4) Any 35mm Leica (have 3)

5) Any Contax RF (have a Kriegsmarine issue)

6) Rolleiflex TLR 

7) Hasselblad 500CM (have one)

8) Tessina

9) Sport (first 35mm SLR, Russian built)

10) Canon Hansa RF

...and many more!


----------



## Sw1tchFX

More like Film cameras that I'd like to own but could never really justify:

1. A totally modern Sinar 4x5, with 90mm and 210mm lenses. 

2. Nikon F6 (this one actually might happen)

3. Fuji GSW690III (might happen too)

4. Contax G2

5. Fuji GX617

6. Maybe a Contax 645 (but just for the Zeiss 80mm f/2)

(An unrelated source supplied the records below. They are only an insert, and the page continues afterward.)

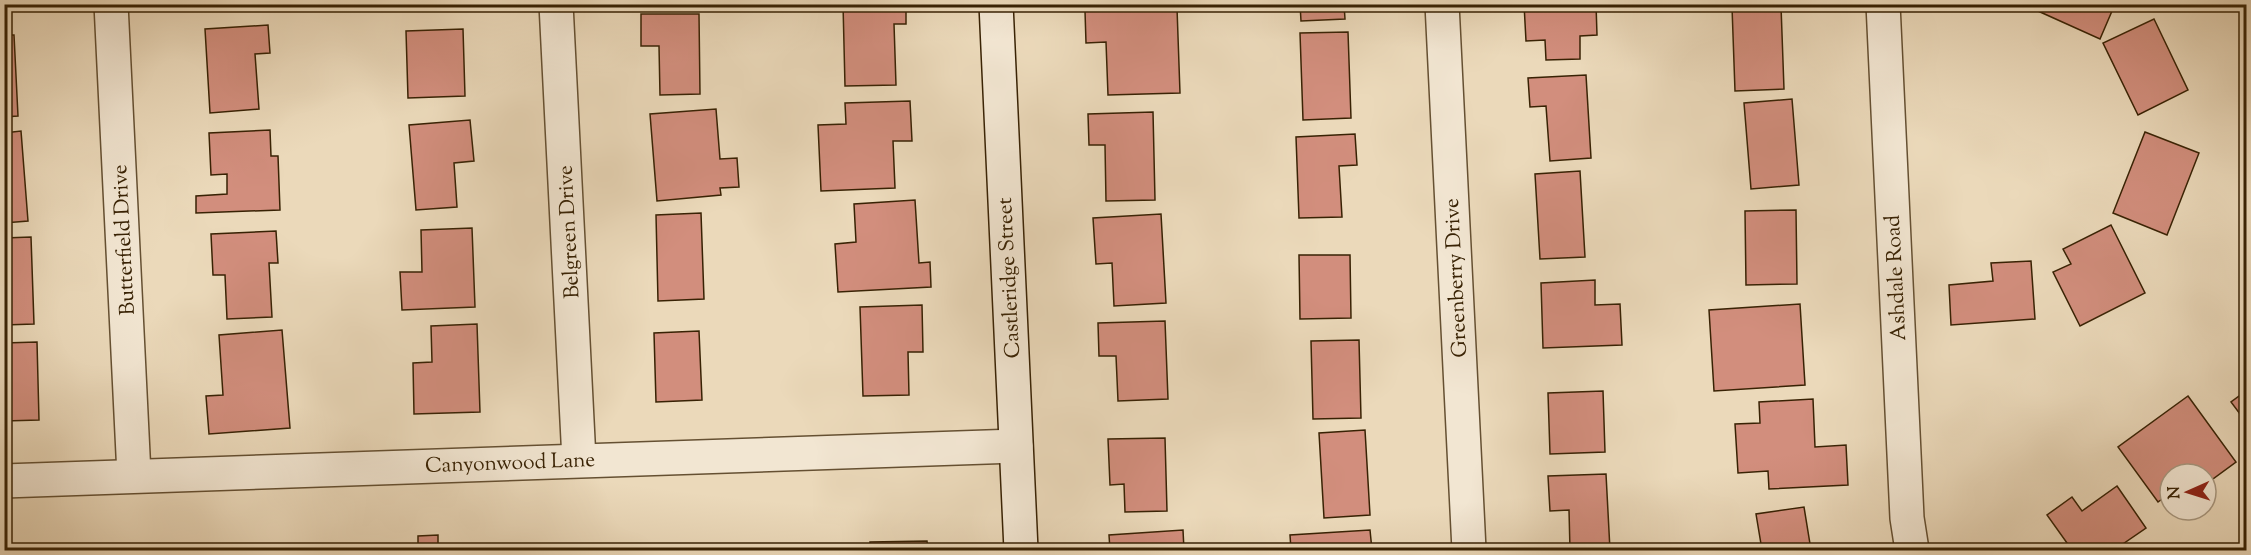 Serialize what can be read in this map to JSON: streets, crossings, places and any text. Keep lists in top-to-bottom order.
{
  "streets": {
    "street": [
      "Belgreen Drive",
      "Butterfield Drive",
      "Castleridge Street",
      "Greenberry Drive",
      "Ashdale Road",
      "Canyonwood Lane"
    ]
  },
  "crossings": [
    ["Belgreen Drive", "Canyonwood Lane"],
    ["Butterfield Drive", "Canyonwood Lane"],
    ["Castleridge Street", "Canyonwood Lane"]
  ],
  "north": "left"
}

7. I always liked the Nikon FA 

8. maybe an EOS 1V.. it could be fun for a while...

9. Can't think of anything else that above can't do...

10. So I think that's about it....


----------



## Derrel

1)Linhof Technikardan 70 with full lens set.
LInhof 70 - Google Search


2)The NEW FujiFilm 6x6 and 6x7 combo folding rollfilm puppy....ohh...drools!The one with the 80mm lens--not the one with the wider-angl lens. Fujifilm GF670 | PhotographyBLOG


3)Mamiya 6 with three lenses 50,75,150mm      Mamiya 6


4)Linhof Technikardan 45S  http://www.linhof.de/download_e/Technikardan_e.pdf


5) Nikon F6


6) A pristine late-run Leica M3 single-stroke with 24,28,35,50,75 and a Tri-Elmar  Leica M3 - the classic rangefinder - Photoethnography.com's Classic Camera DB


7)THE NIKONOS RS, NIKON'S 35MM SLR UNDERWATER CAMERA...fairly rare. http://www.mir.com.my/rb/photography/companies/nikon/htmls/models/htmls/nikonosrs.htm


8)Leica M6 TTL, the later .85x finder model, a really nice, clean one.

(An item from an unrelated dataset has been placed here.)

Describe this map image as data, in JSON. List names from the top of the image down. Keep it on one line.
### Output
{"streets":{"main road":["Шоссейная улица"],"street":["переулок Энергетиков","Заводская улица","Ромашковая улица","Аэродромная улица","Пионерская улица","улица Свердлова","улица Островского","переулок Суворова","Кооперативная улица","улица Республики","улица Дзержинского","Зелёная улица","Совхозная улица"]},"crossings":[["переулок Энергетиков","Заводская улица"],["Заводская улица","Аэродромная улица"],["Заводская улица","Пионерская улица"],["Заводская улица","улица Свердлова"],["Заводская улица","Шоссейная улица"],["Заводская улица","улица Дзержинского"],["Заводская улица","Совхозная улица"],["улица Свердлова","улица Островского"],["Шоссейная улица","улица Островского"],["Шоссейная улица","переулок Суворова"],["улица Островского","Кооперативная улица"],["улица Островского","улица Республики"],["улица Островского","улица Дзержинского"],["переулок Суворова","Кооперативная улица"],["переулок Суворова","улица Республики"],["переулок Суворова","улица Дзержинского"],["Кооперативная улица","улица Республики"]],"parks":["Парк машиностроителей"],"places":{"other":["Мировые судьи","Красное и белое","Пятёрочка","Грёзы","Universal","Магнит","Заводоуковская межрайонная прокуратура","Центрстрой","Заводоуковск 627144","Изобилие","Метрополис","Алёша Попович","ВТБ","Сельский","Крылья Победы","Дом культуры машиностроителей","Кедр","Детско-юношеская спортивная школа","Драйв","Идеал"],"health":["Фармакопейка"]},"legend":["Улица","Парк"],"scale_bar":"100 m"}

9)Nikon S3, the "new" collector's model, AKA the S3 2000, not an old one.Nikon S3 2000


10).A Bronica GS-1 system. Bronica GS-1 Reviews


----------



## usayit

Black Paint Leica M3 (Not feasible)
Black Leica MP (Long reach)
Leica Double Aspherical 35mm f/1.4 Summilux (Not feasible,hard to find) 
Leica 75mm f/1.4 Summilux (Maybe)
Hassy 500 C (maybe)
Pentax LX 2000 with matching lens (Not feasible)
Chinese red flag 20 Rangefinder (impossible to find)

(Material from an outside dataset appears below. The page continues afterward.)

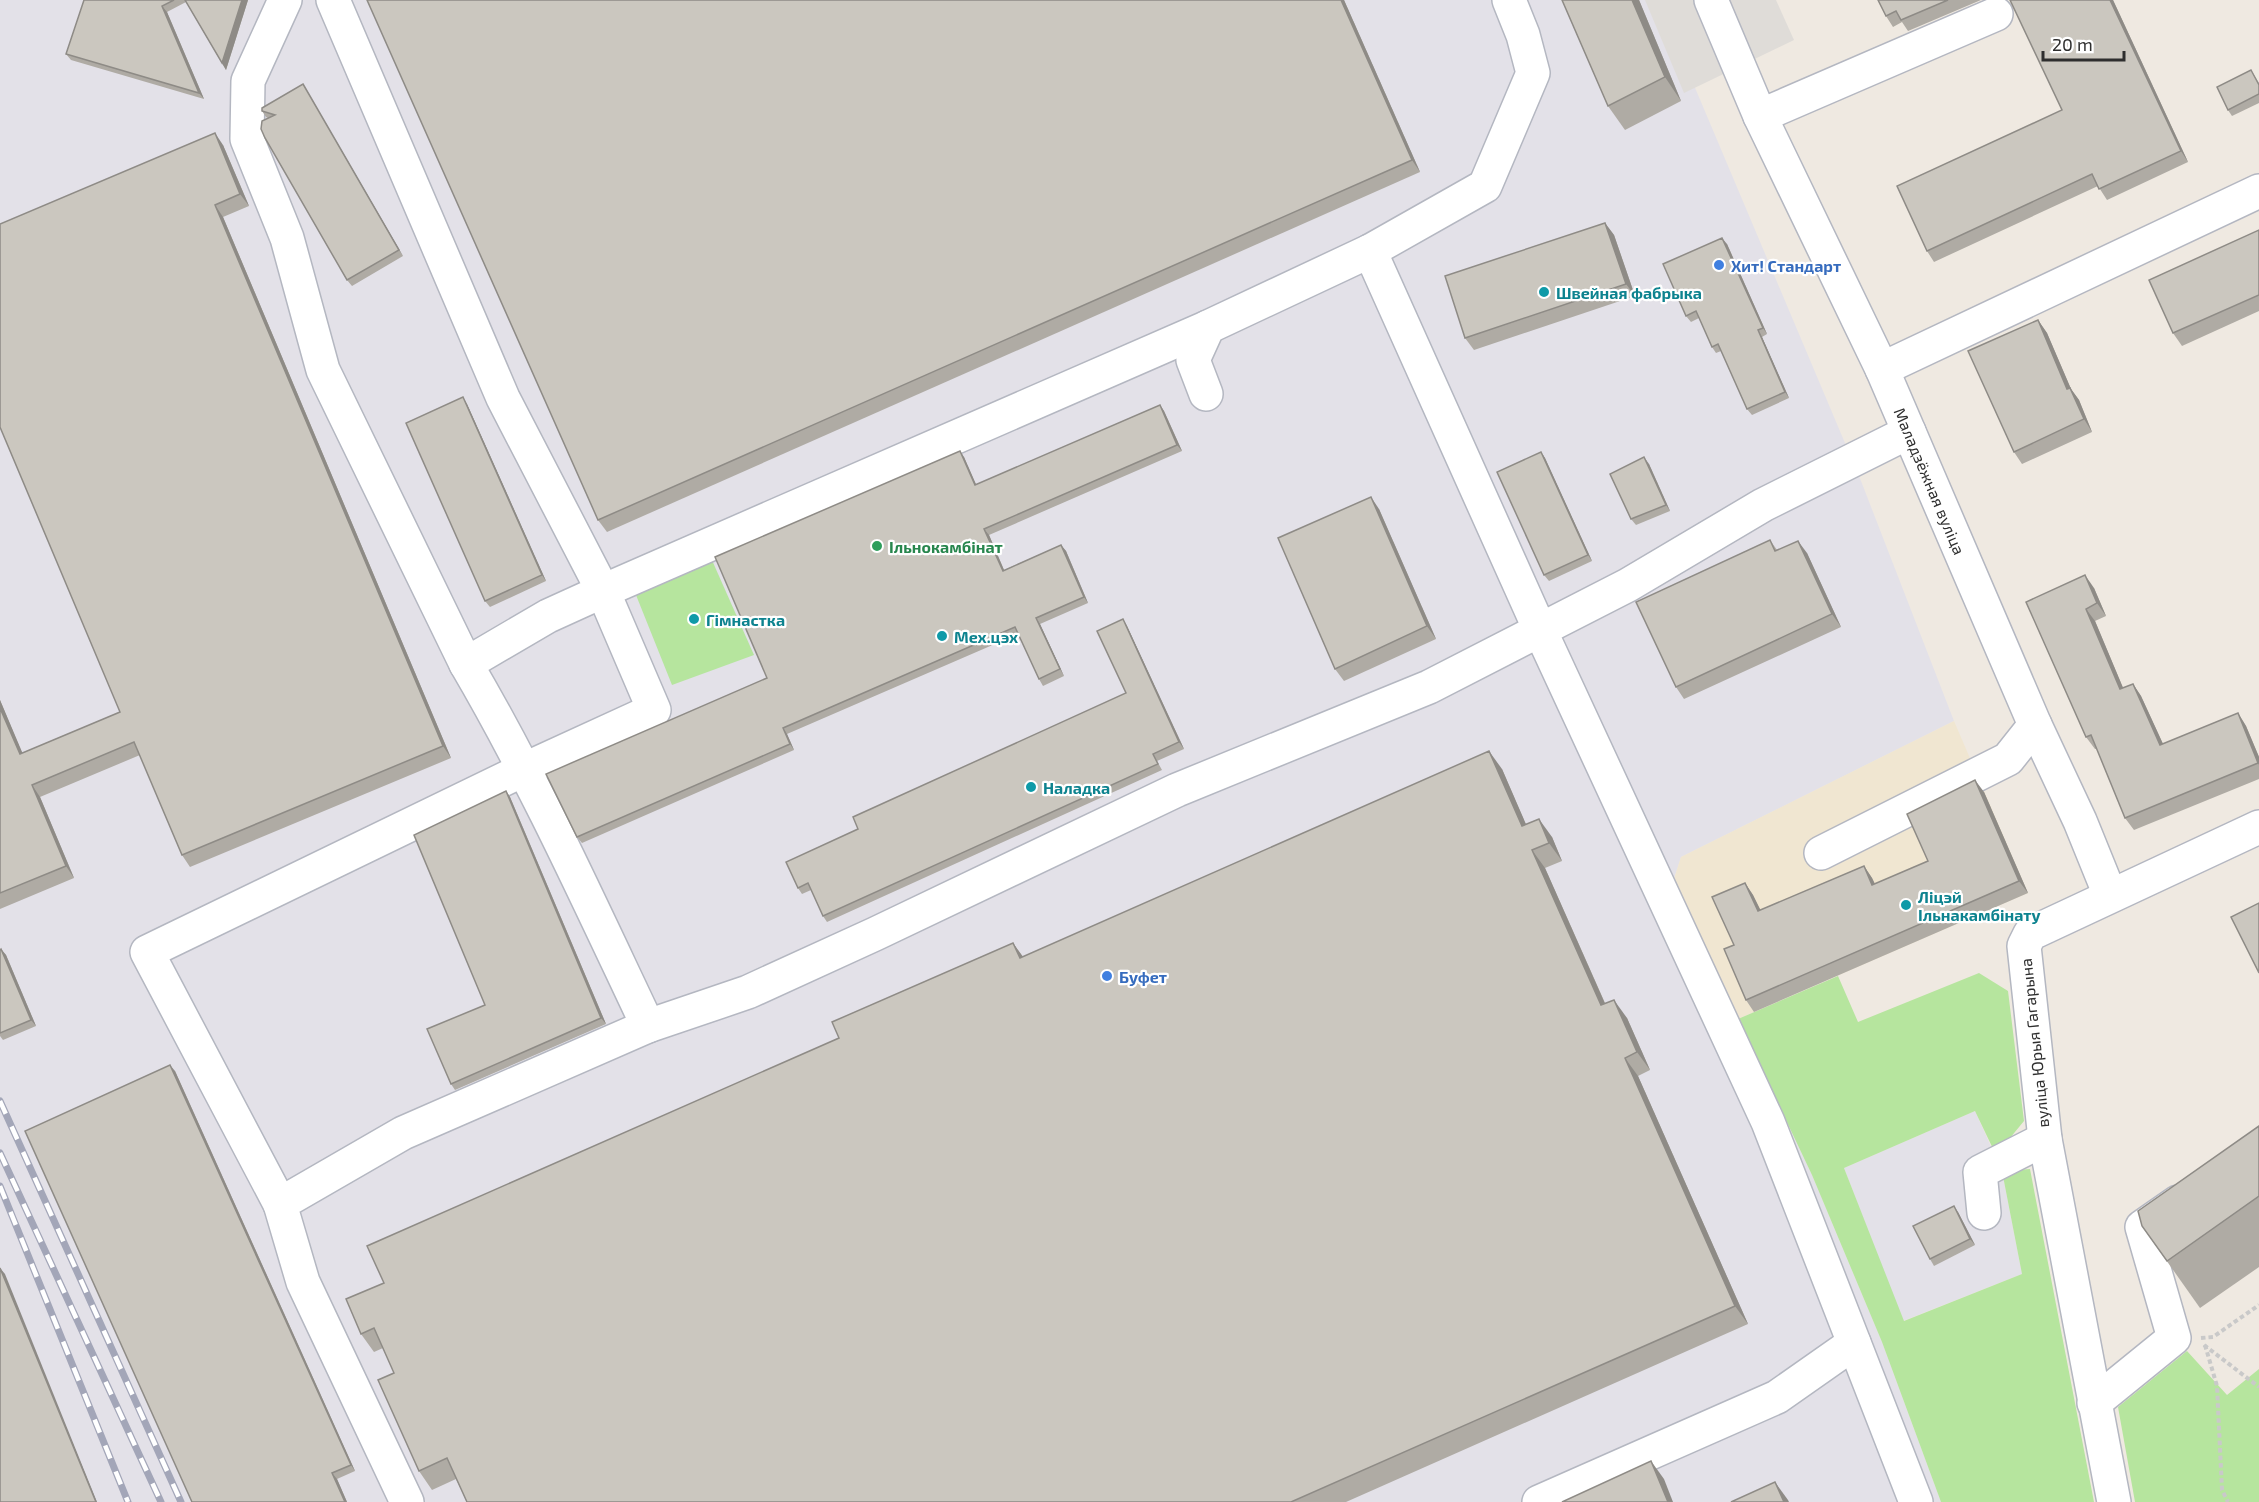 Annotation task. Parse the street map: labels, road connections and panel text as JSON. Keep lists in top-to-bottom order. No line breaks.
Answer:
{"streets":{"street":["Маладзёжная вуліца","вуліца Юрыя Гагарына"]},"crossings":[["Маладзёжная вуліца","вуліца Юрыя Гагарына"]],"places":["Хит! Стандарт","Швейная фабрыка","Ільнокамбінат","Гімнастка","Мех.цэх","Наладка","Ліцэй Ільнакамбінату","Буфет"],"scale_bar":"20 m"}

oh and yes.... my biggest seller's regret... 28-50-35 Tri-Elmar (long reach)


----------



## Sw1tchFX

Derrel said:


> 1)Linhof Technikardan 70 with full lens set.
> LInhof 70 - Google Search
> 
> 
> 2)The NEW FujiFilm 6x6 and 6x7 combo folding rollfilm puppy....ohh...drools!The one with the 80mm lens--not the one with the wider-angl lens. Fujifilm GF670 | PhotographyBLOG
> 
> 
> 3)Mamiya 6 with three lenses 50,75,150mm      Mamiya 6
> 
> 
> 4)Linhof Technikardan 45S  http://www.linhof.de/download_e/Technikardan_e.pdf
> 
> 
> 5) Nikon F6
> 
> 
> 6) A pristine late-run Leica M3 single-stroke with 24,28,35,50,75 and a Tri-Elmar  Leica M3 - the classic rangefinder - Photoethnography.com's Classic Camera DB
> 
> 
> 7)THE NIKONOS RS, NIKON'S 35MM SLR UNDERWATER CAMERA...fairly rare. http://www.mir.com.my/rb/photography/companies/nikon/htmls/models/htmls/nikonosrs.htm
> 
> 
> 8)Leica M6 TTL, the later .85x finder model, a really nice, clean one.
> 
> 
> 9)Nikon S3, the "new" collector's model, AKA the S3 2000, not an old one.Nikon S3 2000
> 
> 
> 10).A Bronica GS-1 system. Bronica GS-1 Reviews



why not the 43mm on the mamiya 6? and why a 6, not a 7?


----------



## Derrel

I'd really rather have the slightly longer focal length of 50mm on the 6x6, square format, rather than the wider, 43mm. I'm familiar with 50mm on 6x6, and it's just about right for me. Wider would have too much drop-off of the background for me. The Mamiya 7 is a 6x7; I'd have the rectangular format covered, much better, with the multi-format Bronica GS-1. I'm not a big fan of wide-angle views...I don't "see" many things wide.


----------



## Helen B

I think the 43 mm was only made for the 7.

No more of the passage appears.